Turkish annual consumer price inflation slowed to 38.1 per cent in March, official data showed on Thursday, lower than a Reuters poll forecast and extending its fall from a peak of around 75 per cent last May.
Turkey’s inflation sustained its downward trend last month despite a sell-off of Turkish assets following the detention of Istanbul Mayor Ekrem Imamoglu.
His arrest provoked the largest anti-government protests
in a decade and sent the lira currency tumbling to a record low.
Month-on-month, inflation was 2.46 per cent, according to the Turkish Statistical Institute, also below forecasts. In February, inflation stood at 2.27 per cent on a monthly basis and 39.05 per cent annually.
Annual inflation in the key food and non-alcoholic drinks sector was slightly lower than the headline rate, at 37.12 per cent.

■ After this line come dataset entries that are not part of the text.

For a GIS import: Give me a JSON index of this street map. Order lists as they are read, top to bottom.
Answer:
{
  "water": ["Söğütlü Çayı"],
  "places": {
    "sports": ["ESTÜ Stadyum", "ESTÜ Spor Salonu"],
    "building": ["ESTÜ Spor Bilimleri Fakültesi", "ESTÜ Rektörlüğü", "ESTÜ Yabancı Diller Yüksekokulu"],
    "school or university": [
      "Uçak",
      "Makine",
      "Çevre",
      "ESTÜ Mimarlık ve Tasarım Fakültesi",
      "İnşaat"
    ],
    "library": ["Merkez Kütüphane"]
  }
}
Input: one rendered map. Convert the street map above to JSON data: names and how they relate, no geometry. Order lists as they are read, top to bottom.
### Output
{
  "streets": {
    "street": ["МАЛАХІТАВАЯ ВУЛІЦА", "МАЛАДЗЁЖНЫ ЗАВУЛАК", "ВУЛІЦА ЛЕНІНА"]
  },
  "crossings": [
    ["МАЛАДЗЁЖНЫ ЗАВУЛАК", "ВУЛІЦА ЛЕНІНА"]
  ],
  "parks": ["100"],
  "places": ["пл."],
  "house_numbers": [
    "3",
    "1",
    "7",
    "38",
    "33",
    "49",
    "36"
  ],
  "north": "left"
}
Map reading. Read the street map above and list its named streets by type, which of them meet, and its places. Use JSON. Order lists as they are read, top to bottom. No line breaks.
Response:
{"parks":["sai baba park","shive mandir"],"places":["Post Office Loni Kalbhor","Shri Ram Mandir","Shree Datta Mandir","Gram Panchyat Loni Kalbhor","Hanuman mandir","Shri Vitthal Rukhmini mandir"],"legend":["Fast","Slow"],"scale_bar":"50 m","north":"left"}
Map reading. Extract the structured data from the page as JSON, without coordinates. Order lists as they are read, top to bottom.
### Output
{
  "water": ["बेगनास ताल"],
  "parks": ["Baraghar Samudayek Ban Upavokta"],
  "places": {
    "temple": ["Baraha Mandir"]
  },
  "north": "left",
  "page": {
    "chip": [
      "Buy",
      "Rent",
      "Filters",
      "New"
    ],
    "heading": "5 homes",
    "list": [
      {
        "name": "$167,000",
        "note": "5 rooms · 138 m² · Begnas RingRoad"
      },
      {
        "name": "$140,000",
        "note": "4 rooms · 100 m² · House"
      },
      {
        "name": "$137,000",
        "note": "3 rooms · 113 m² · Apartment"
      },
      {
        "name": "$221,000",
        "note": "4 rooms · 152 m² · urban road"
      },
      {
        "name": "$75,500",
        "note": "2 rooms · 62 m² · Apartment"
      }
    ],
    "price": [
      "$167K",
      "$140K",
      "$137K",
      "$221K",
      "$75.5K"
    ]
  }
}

Price hikes were led by a 80.42 per cent rise in education prices, followed by a 68.63 per cent increase in housing prices.
In a Reuters poll, monthly inflation rate is seen edging up to 3 per cent in March, with the annual rate seen falling to 38.9 per cent.
Based on the median forecast of nine poll respondents, year-end inflation is seen at 29.75 per cent, up one percentage point from the previous poll, due to fallout from the market volatility last week in which Turkish assets fell.
The domestic producer price index rose 1.88 per cent month-on-month (m-o-m) in March for an annual rise of 23.5 per cent, the data showed.
Meanwhile Turkey’s manufacturing sector contracted further in March, with output and new orders continuing to ease amid difficult market conditions both domestically and internationally, a survey showed on Wednesday.
The Purchasing Managers’ Index (PMI) slipped to 47.3 from 48.3 in February, marking the lowest reading since October last year, survey compilers S&P Global reported. A PMI reading below 50 indicates a contraction in activity.
March marked the 21st consecutive month of declining new orders, with the slowdown being the most pronounced since last October. New export orders fell at the fastest pace since November 2022.
“Challenging market conditions both at home and abroad meant for further moderations in output and new orders in March as Turkish firms struggled to secure business,” said Andrew Harker, Economics Director at S&P Global Market Intelligence.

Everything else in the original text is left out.